Beyond queerness, this collection features poems that delve deeply into gender; they examines how the speaker adheres to expected femininity but feels this place she calls home as something inherently masculine. In poems such as “Squash Garden,” we see the deification of the father in all of his outdoorsy strength and his miraculously inherited ease; there is the impression that the speaker feels the opposite of this. Like an outsider, they’re plagued with never quite knowing how to act.
We get the lines “My father’s body / plowed no sons. He grew a daughter who couldn’t eat the light.” And I think that this tension and dichotomy lives throughout the poem. What does it mean to be a daughter? To be a woman born to a man? How do women admire their fathers in a way that means “I want to become you one day,” rather than “I want to marry you one day”? These questions permeate and intrigue the reader as we traverse the speaker’s coming of age. It is certainly true that this coming of age, while specific to the speaker’s upbringing, can ring familiarity for many readers as well. Anyone who has felt outside of a home they were meant to belong to or struggles to reconcile what they love about a place with what rejects them.
One of my favorite confrontations of gender in the collection can be found in “Doves in the Ivy,” where Hendrix—in a poem that spans two pages of paired couplets, with sharp enjambment that makes the lines hit even harder—ends the poem with: “I wanted to be a southern / man. To love a southern woman. / Feel guilt for nothing.” There’s a deep feeling of yearning throughout this poem, but this solidifies it in a gut punch. In the South, these wants feel incompatible, and we are asked yet again, “how much do I have to give up to belong to the place where I was born?” in a way that is urgent, sometimes frantic, and utterly haunting as it builds from one poem to the next.
Earlier in the poem, we see another nod to either gender’s perceived setbacks or a reference to the speaker’s own relationship to their disabilities—another theme throughout the collection—in the lines “despite my body’s / other failings.” Regardless of length, each of the poems we traverse in this vibrant collection, from the micro to those spanning pages, feels both necessary and sufficient. We aren’t left needing more information, we aren’t left bored, each new line explodes and expands our understanding of the speaker’s journey and allows us to inhabit it as our own.

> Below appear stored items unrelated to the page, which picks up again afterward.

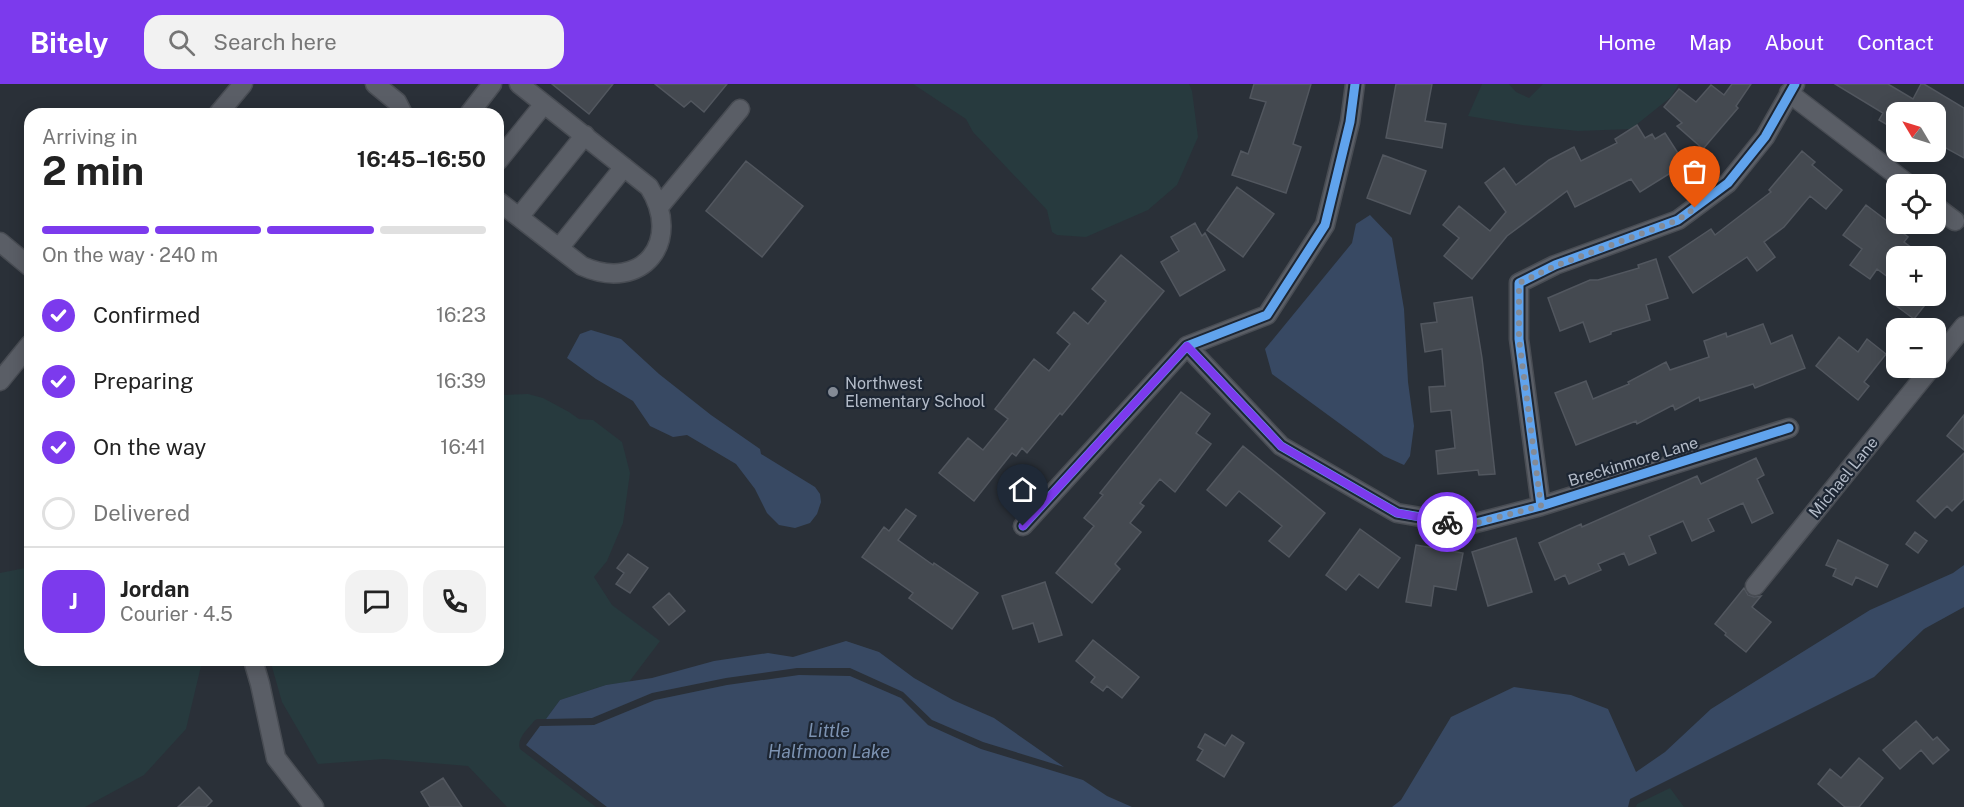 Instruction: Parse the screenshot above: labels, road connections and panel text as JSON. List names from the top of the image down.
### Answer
{
  "streets": {
    "street": ["Breckinmore Lane", "Michael Lane"]
  },
  "water": ["Little Halfmoon Lake"],
  "places": ["Northwest Elementary School"],
  "north": "top left",
  "page": {
    "header": "Bitely",
    "search": "Search here",
    "nav": [
      "Home",
      "Map",
      "About",
      "Contact"
    ],
    "map_buttons": ["+", "−"],
    "heading": ["2 min", "Arriving in", "16:45–16:50"],
    "panel": ["Jordan", "Courier · 4.5"],
    "bar": "On the way · 240 m",
    "list": [
      ["Confirmed", "16:23"],
      ["Preparing", "16:39"],
      ["On the way", "16:41"],
      "Delivered"
    ],
    "round": "J"
  }
}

The emphasis on earth in this collection, a closeness to nature, additionally speaks to Hendrix’s desire to write a speaker who is growing parallel to the earth around them. This invites us into the world of a speaker who is not just from this home but who grew from it as much as the tree or the whippoorwill, mentioned in the poem “Omen.” In this particular poem, we get stark and beautiful parallels between the earth and the speaker’s own relationships to those closest to her. Sometimes she feels more of the earth than she does of her family, as if she is merely acting as a human daughter, sister, or friend in her community. This feels reflective of the way many queer, disabled, or otherwise marginalized bodies find more solace on the outskirts of their born communities, where they create separate communities of their own that feel more like family than their own.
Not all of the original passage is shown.